Comme les violences sexistes et sexuelles tuent, le racisme tue aussi.
Les multiples et diverses discriminations vécues sur les planches, et leurs cortèges de conséquences et processus d’autodéfense, sont les manifestations d’un phénomène qui se joue aussi sur d’autres scènes, Aminata Abdoulaye Hama y revient. « On parle de violences systémiques, de gens malmenés, empêchés. Et au-delà de ça, le racisme est un délit majeur, et il tue. Comme les violences sexistes et sexuelles tuent, le racisme tue aussi. Il y a quelques années, il a fallu redire que les vies des personnes racialisées comptent. Le mouvement Black Lives Matter a dû rappeler au monde entier, à des humains, que leurs semblables – consœurs, confrères, voisins, collègues… –, étaient des êtres humains comme eux. C’est terrible de devoir rappeler ça. »
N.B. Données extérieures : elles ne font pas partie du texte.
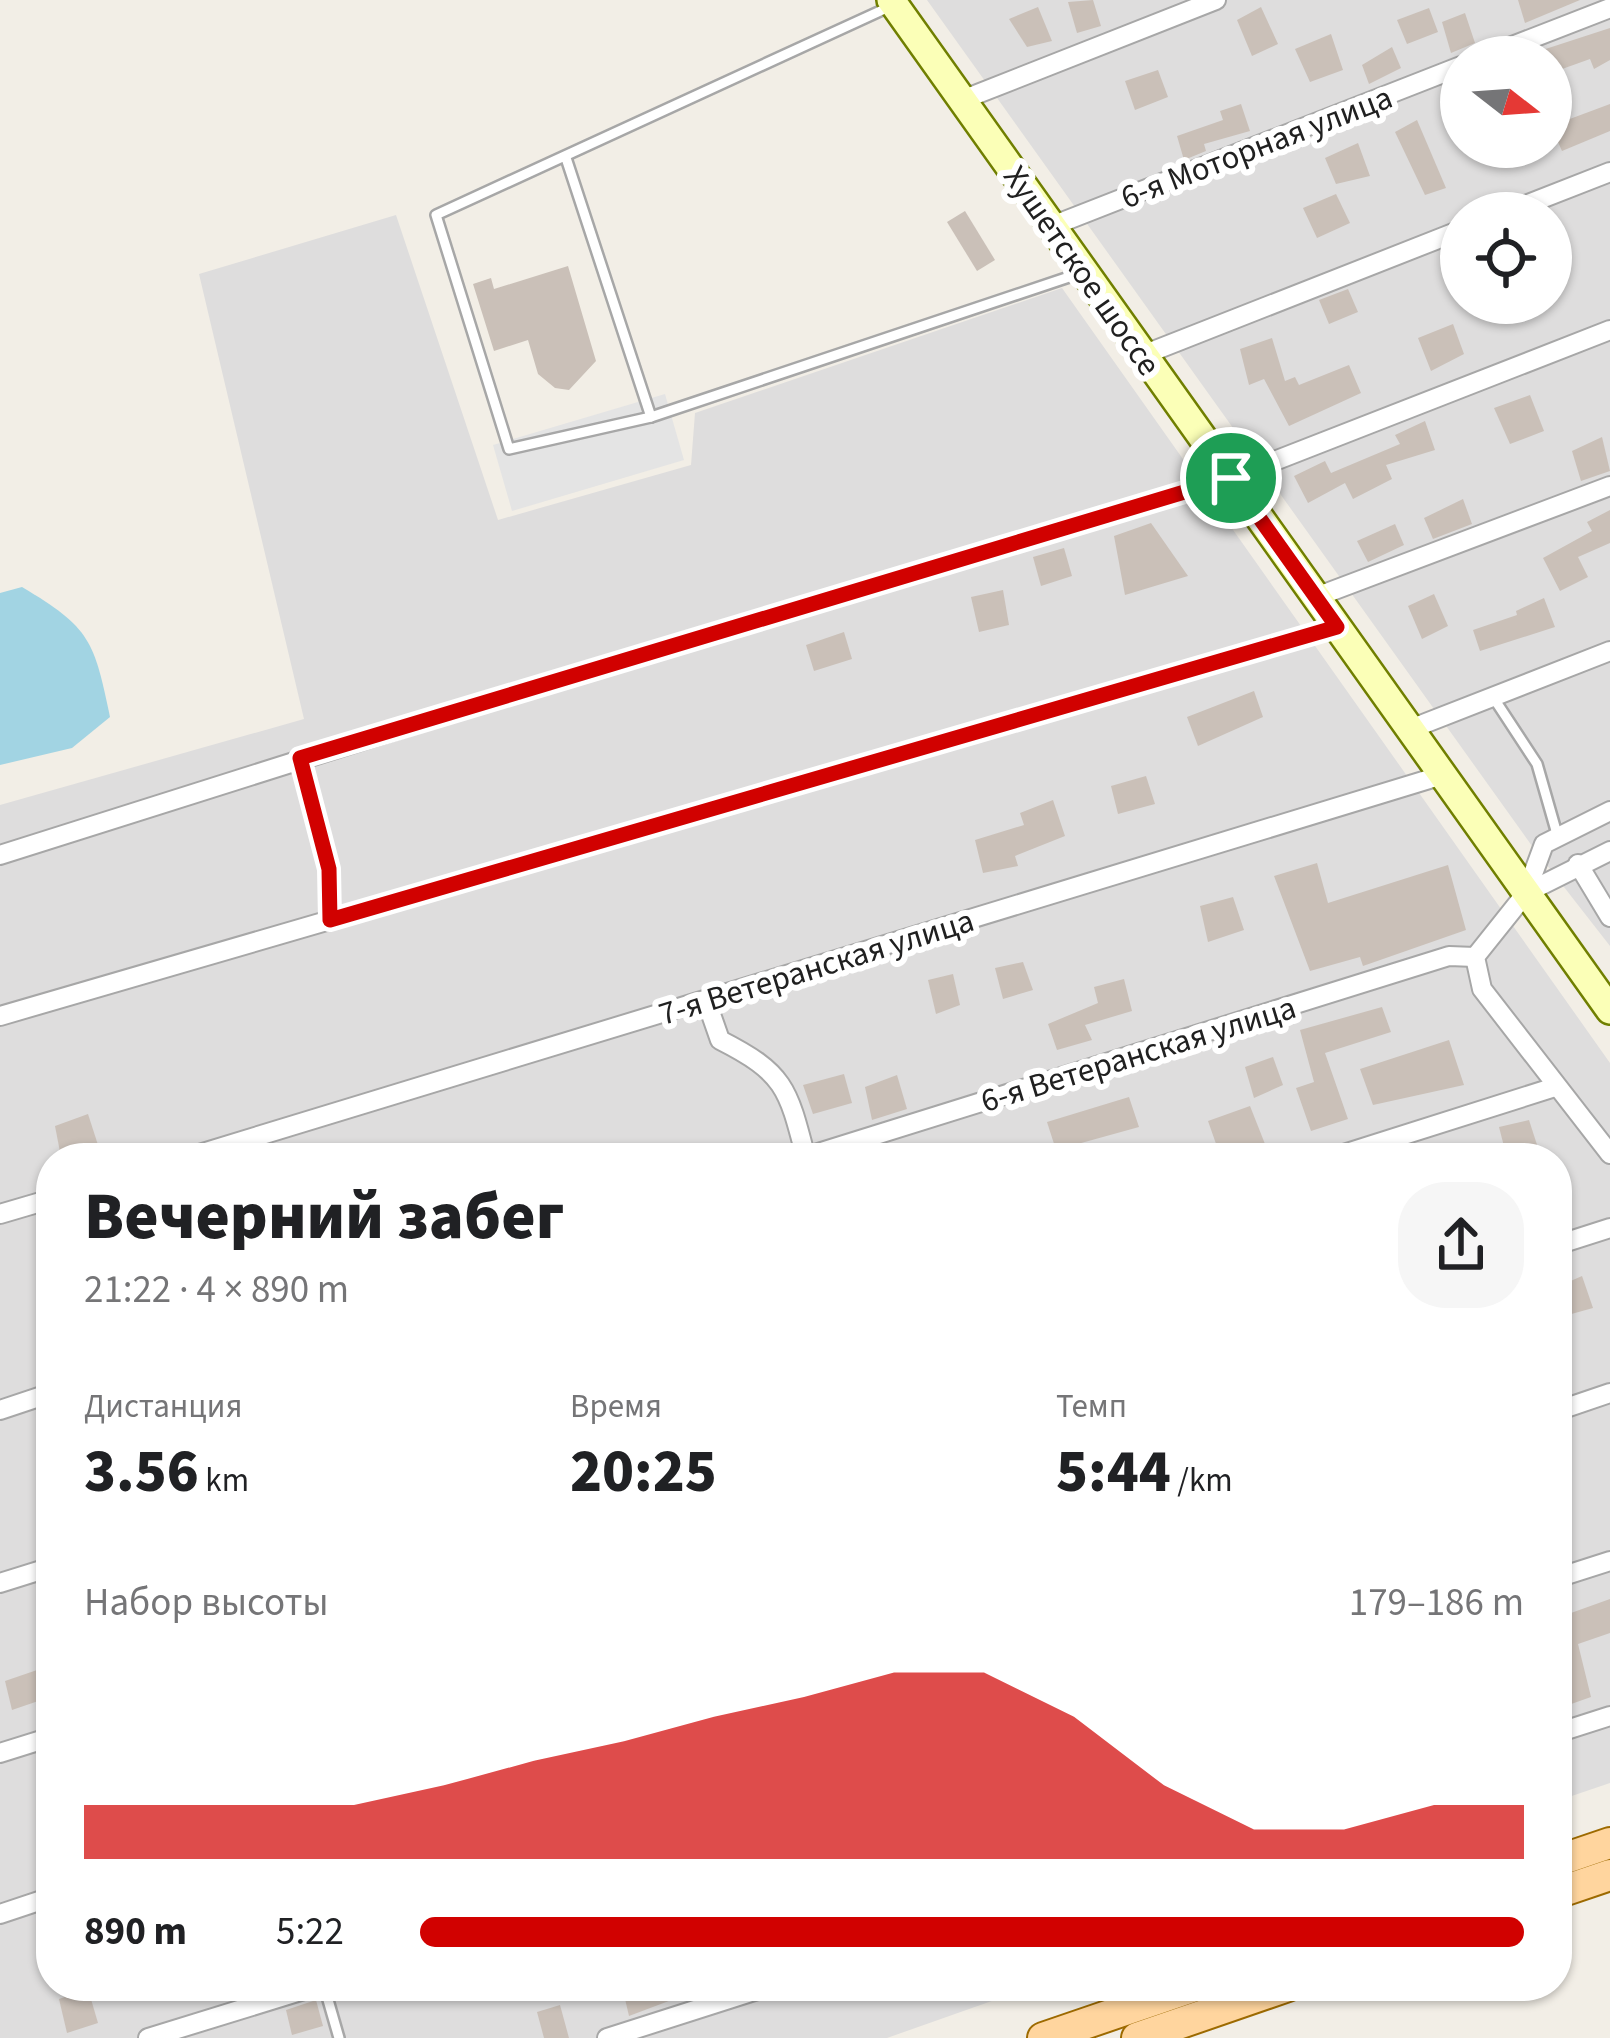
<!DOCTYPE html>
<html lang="ru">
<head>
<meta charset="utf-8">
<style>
	:root { --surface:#fff; --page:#f6f6f6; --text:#202124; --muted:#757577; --accent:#d10100 }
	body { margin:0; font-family:"Source Sans 3",sans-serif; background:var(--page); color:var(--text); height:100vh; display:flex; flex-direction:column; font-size:45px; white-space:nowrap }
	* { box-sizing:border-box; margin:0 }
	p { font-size:39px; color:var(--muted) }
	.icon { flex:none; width:66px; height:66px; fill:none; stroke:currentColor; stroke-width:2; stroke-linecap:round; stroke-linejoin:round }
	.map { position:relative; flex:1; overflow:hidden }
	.drawer { position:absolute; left:36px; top:1143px; width:1536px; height:858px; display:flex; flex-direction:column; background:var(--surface); border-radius:48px; box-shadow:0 3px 9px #0004 }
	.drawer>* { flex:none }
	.needle { width:78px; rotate:107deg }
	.controls { position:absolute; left:1440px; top:36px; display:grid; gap:24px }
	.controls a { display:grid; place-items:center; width:132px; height:132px; border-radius:50%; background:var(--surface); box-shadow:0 3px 9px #0004; font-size:60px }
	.pin { position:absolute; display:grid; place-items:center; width:102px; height:102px; color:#fff; margin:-51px; border:6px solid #fff; border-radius:50%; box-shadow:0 3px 12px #0007 }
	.round { display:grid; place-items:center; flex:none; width:126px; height:126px; border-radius:48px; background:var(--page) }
	.summary { display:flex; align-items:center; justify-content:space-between; height:204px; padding:0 48px }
	h1 { font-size:66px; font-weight:800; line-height:90px }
	.figures { display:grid; grid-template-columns:repeat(3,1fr); gap:18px; height:204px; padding:12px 48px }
	.figures div { display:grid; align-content:center }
	.figures b { font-size:60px; font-weight:800 }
	.figures small { font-size:33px; font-weight:400 }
	.figures p { font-size:33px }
	.chart { height:336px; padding:24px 48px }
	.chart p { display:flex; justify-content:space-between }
	.chart svg { width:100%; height:216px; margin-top:12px; fill:var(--accent); opacity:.7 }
	ul { padding:0 48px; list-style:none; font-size:39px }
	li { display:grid; grid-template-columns:192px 144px 1fr; align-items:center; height:90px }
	li i { height:30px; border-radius:15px; background:var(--accent) }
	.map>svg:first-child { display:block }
	.residential { fill:#dedddd; fill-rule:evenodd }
	.parking { fill:#e4e4e4 }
	.water { fill:#a2d4e3 }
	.building { fill:#cac0b8 }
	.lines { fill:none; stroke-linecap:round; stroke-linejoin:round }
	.lane-casing { stroke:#a7a7a7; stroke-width:14 }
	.street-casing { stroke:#a7a7a7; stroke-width:22 }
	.secondary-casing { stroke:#707f00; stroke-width:32 }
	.primary-casing { stroke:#9d6a00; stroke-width:34 }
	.lane { stroke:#fff; stroke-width:9 }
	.street { stroke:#fff; stroke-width:18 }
	.secondary { stroke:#fbffb7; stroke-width:27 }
	.primary { stroke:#ffd59e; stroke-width:30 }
	.route-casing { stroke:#fff; stroke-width:24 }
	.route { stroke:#d10100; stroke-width:15 }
	.labels { text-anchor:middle; stroke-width:12; stroke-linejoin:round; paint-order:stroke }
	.street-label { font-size:33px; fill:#202020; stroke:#fff }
</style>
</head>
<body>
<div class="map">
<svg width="1610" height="2038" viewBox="0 0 1610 2038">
	<rect width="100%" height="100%" fill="#f2eee6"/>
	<g class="residential">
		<path d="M 927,0 L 1610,0 L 1610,946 L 1532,846 ZM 1461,57 L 1551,57 L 1551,147 L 1461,147 ZM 1461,213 L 1551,213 L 1551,303 L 1461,303 Z"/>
		<path d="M 396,215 L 498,520 L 691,465 L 695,413 L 1062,288 L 1610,1063 L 1610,1783 L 1557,1801 L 1557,1158 L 51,1158 L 51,1986 L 1034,1986 L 887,2038 L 0,2038 L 0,805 L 304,719 L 199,274 Z"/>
	</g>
	<path class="parking" d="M 665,394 L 684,460 L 512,511 L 493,445 Z"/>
	<path class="water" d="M 22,587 C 91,628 94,641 110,717 L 72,748 L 0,765 L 0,593 Z"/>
	<g class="building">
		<path d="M 1093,0 L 1101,26 L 1077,33 L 1068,2 Z"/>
		<path d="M 1518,0 L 1580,0 L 1525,23 Z"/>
		<path d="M 1038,7 L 1052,41 L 1027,47 L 1009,19 Z"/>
		<path d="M 1261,7 L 1278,44 L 1252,56 L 1237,20 Z"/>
		<path d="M 1429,8 L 1438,32 L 1407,44 L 1397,20 Z"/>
		<path d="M 1465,13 L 1475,43 L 1451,53 L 1442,22 Z"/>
		<path d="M 1610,28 L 1610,60 L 1594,69 L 1590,59 L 1551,73 L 1551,57 L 1521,57 Z"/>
		<path d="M 1331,34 L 1343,70 L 1310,82 L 1295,49 Z"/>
		<path d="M 1392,47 L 1401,68 L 1369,84 L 1362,65 Z"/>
		<path d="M 1158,70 L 1168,97 L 1135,110 L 1125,81 Z"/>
		<path d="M 1241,104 L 1250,131 L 1204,144 L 1206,151 L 1184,160 L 1177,136 L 1223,120 L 1220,111 Z"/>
		<path d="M 1610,104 L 1610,131 L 1562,151 L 1551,126 Z"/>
		<path d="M 1417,120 L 1446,188 L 1425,195 L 1395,132 Z"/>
		<path d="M 1358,143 L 1370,176 L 1336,184 L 1325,158 Z"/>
		<path d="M 1336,194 L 1350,223 L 1317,238 L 1303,208 Z"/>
		<path d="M 965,211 L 995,260 L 977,271 L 947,222 Z"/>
		<path d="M 568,266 L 596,361 L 569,390 L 555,388 L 538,374 L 528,340 L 494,351 L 473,284 L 491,278 L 494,289 Z"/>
		<path d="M 1348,289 L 1358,312 L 1329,324 L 1319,300 Z"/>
		<path d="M 1453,324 L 1464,354 L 1431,371 L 1418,338 Z"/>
		<path d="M 1272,338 L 1285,381 L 1295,377 L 1299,385 L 1349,365 L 1361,393 L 1289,426 L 1264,379 L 1249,385 L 1240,349 Z"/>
		<path d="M 1530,395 L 1544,431 L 1510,444 L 1494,408 Z"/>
		<path d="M 1425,421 L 1435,450 L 1386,465 L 1392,479 L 1353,499 L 1345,483 L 1308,503 L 1294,476 L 1325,461 L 1331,473 L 1400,444 L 1395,435 Z"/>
		<path d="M 1602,437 L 1610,471 L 1581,481 L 1572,451 Z"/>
		<path d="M 1463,499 L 1472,524 L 1433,539 L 1424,518 Z"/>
		<path d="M 1610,510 L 1610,543 L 1578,557 L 1588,577 L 1560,591 L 1543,558 L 1592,531 L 1587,522 Z"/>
		<path d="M 1151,523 L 1188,576 L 1125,595 L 1114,536 Z"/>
		<path d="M 1395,524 L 1404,545 L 1368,562 L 1357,541 Z"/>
		<path d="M 1064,548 L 1072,576 L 1041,586 L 1033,557 Z"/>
		<path d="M 1003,590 L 1009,625 L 979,632 L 971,597 Z"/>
		<path d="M 1434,594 L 1448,626 L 1422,639 L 1408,606 Z"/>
		<path d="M 1544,598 L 1555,627 L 1480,651 L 1473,630 L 1517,615 L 1516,611 Z"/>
		<path d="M 844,632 L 852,659 L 814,671 L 806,645 Z"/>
		<path d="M 1254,691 L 1263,717 L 1198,746 L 1187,717 Z"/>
		<path d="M 1146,776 L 1155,804 L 1118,814 L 1111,786 Z"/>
		<path d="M 1053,800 L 1065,836 L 1015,856 L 1018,866 L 983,873 L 975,840 L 1024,825 L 1020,813 Z"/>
		<path d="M 1317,863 L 1328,903 L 1448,865 L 1466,930 L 1363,966 L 1360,957 L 1310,971 L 1274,876 Z"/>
		<path d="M 1233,897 L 1244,930 L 1208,942 L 1200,906 Z"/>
		<path d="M 1023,962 L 1033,990 L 1003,999 L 995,968 Z"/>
		<path d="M 953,974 L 960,1005 L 936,1014 L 928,980 Z"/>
		<path d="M 1124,979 L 1132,1011 L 1085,1025 L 1092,1040 L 1057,1050 L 1048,1024 L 1098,1003 L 1094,987 Z"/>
		<path d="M 1382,1007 L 1391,1032 L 1325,1053 L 1348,1119 L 1311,1131 L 1296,1088 L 1314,1082 L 1300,1030 Z"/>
		<path d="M 1449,1040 L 1464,1085 L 1373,1105 L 1360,1069 Z"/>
		<path d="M 1273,1057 L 1283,1085 L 1254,1098 L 1245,1067 Z"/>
		<path d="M 844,1074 L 852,1103 L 813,1114 L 803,1085 Z"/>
		<path d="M 897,1075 L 907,1109 L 872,1120 L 865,1087 Z"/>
		<path d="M 1129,1097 L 1139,1127 L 1056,1150 L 1047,1122 Z"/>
		<path d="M 1250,1106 L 1265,1144 L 1221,1158 L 1208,1121 Z"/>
		<path d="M 88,1114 L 98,1145 L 61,1157 L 55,1126 Z"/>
		<path d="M 1529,1120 L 1539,1151 L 1507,1158 L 1499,1127 Z"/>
		<path d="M 1582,1276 L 1593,1308 L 1557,1318 L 1557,1287 Z"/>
		<path d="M 1610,1599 L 1610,1633 L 1578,1644 L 1591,1697 L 1557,1709 L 1557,1618 Z"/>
		<path d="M 40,1669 L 50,1697 L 12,1710 L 5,1681 Z"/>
		<path d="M 622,1986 L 705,1986 L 706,1987 L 629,2016 Z"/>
		<path d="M 88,1989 L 98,2023 L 67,2033 L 59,1999 Z"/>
		<path d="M 316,2000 L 323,2026 L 292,2035 L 286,2010 Z"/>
		<path d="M 560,2005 L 569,2038 L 544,2038 L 537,2012 Z"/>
	</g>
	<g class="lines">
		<defs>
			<g id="lane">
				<path d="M 566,158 L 651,417 L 509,449 L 436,215 L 889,7"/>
				<path d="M 651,417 L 1078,274"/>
				<path d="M 1493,697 L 1537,764 L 1557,834"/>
				<path d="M 324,1986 L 339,2038"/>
			</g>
			<g id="street">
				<path d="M 1484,57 L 1610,8"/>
				<path d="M 962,100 L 1216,0"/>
				<path d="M 1505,213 L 1610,172"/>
				<path d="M 1052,226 L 1461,66"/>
				<path d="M 1143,355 L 1461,230"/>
				<path d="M 1316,597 L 1610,486"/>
				<path d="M 1413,728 L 1610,651"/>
				<path d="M 300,758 L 329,869 L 330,920"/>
				<path d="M 1610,851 L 1526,893 L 1475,957 L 1482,989 L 1610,1154"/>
				<path d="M 0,855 L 452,712 L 1231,478 L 1610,330"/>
				<path d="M 1578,864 L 1610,917"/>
				<path d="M 1526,893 L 1544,844 L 1610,811"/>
				<path d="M 706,1000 L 720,1040 C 785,1073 788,1088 806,1158"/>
				<path d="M 0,1016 L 1337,627"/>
				<path d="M 186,1158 L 1446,774"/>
				<path d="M 802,1158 L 1449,956 L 1475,957"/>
				<path d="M 1331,1158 L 1555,1087"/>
				<path d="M 0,1214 L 51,1199"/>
				<path d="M 1557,1245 L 1610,1228"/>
				<path d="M 0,1410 L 51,1393"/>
				<path d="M 1557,1411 L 1610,1393"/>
				<path d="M 1557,1578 L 1610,1561"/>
				<path d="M 0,1583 L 51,1567"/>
				<path d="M 1557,1733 L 1610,1716"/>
				<path d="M 0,1753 L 51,1737"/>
				<path d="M 0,1914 L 51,1897"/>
				<path d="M 148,2038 L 317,1986"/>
				<path d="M 607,2038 L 770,1986"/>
			</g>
			<path id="secondary" d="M 891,0 L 1610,1010"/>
			<g id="primary">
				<path d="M 1557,1861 L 1610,1843"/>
				<path d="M 1557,1893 L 1610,1875"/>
				<path d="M 1043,2038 L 1195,1986"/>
				<path d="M 1137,2038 L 1288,1986"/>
			</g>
		</defs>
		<use href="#lane" class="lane-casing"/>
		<use href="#street" class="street-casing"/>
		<use href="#secondary" class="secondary-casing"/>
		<use href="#primary" class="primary-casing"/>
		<use href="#lane" class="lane"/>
		<use href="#street" class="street"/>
		<use href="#secondary" class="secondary"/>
		<use href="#primary" class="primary"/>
	</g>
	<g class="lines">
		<defs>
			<path id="route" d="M 1231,478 L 1337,627 L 330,920 L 329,869 L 300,758 Z"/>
		</defs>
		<use href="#route" class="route-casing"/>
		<use href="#route" class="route"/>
	</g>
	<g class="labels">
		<g class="street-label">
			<text transform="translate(1256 146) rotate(-21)" y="12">6-я Моторная улица</text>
			<text transform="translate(1083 270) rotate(55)" y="12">Хушетское шоссе</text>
			<text transform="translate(816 966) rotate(-17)" y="12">7-я Ветеранская улица</text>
			<text transform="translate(1138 1053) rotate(-17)" y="12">6-я Ветеранская улица</text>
		</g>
	</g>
</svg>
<div class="controls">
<a><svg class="needle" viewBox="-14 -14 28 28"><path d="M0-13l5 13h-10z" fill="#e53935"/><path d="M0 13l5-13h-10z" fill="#757577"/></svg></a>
<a><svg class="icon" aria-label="locate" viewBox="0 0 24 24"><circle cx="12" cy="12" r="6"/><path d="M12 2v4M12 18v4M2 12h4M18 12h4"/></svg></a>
</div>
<div class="pin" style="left:1231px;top:478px;background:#1e9e55"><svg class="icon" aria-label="arrive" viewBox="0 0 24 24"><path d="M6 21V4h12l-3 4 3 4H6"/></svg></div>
<section class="drawer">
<div class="summary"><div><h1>Вечерний забег</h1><p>21:22 · 4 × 890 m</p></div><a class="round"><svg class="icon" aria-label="share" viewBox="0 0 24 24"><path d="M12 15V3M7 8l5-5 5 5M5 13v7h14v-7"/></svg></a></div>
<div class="figures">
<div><p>Дистанция</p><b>3.56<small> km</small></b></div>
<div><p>Время</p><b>20:25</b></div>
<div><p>Темп</p><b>5:44<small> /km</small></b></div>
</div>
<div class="chart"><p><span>Набор высоты</span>179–186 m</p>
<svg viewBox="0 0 160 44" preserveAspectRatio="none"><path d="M0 44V33L10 33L20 33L30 33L40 29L50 24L60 20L70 15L80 11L90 6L100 6L110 15L120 29L130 38L140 38L150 33L160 33V44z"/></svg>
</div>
<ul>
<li><b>890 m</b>5:22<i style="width:100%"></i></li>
</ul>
</section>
</div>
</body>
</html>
Manon Ledune, directrice de l’INSAS, affirme la volonté de l’école « d’avancer concrètement sur le terrain des discriminations, y compris raciales. […] Si la responsabilité est sociétale et dépasse celle de l’école, nous pouvons et avons à y contribuer pour changer de paradigme ». La responsable déplore toutefois le manque de moyens alloués notamment pour les mises en place suivantes : charte pour la vie en commun, groupe de travail, prévention et sensibilisation, organisation de formations au cadre légal de luttes contre le racisme, service psycho-social formé depuis 2020 à accueillir ces situations et les personnes qui les subissent, les observent ou y contribuent. Par contre, l’école bénéficie d’un subside pour l’engagement d’un 1/4 temps depuis septembre 2025 d’une personne-ressource, spécifiquement missionnée pour les questions de harcèlement. L’implication sur ces thématiques est constante, insiste l’école.
Depuis 2022, le Cours Florent (France et Belgique), sous la direction de Simone Strickner, nous dit avoir engagé un travail de fond et ne pas hésiter à sanctionner tout non-respect de son règlement et de sa charte éthique. Parmi les mesures prises : référente dédiée à la disposition des élèves et du personnel pédagogique, actions de prévention, généralisation de l’usage du dispositif HuCare (espace d’aide et d’écoute anonyme), formations pour les chargé·es de cours, et système de délégué·es de classe favorisant la communication. Un travail quotidien, collectif et évolutif, souligne encore l’école.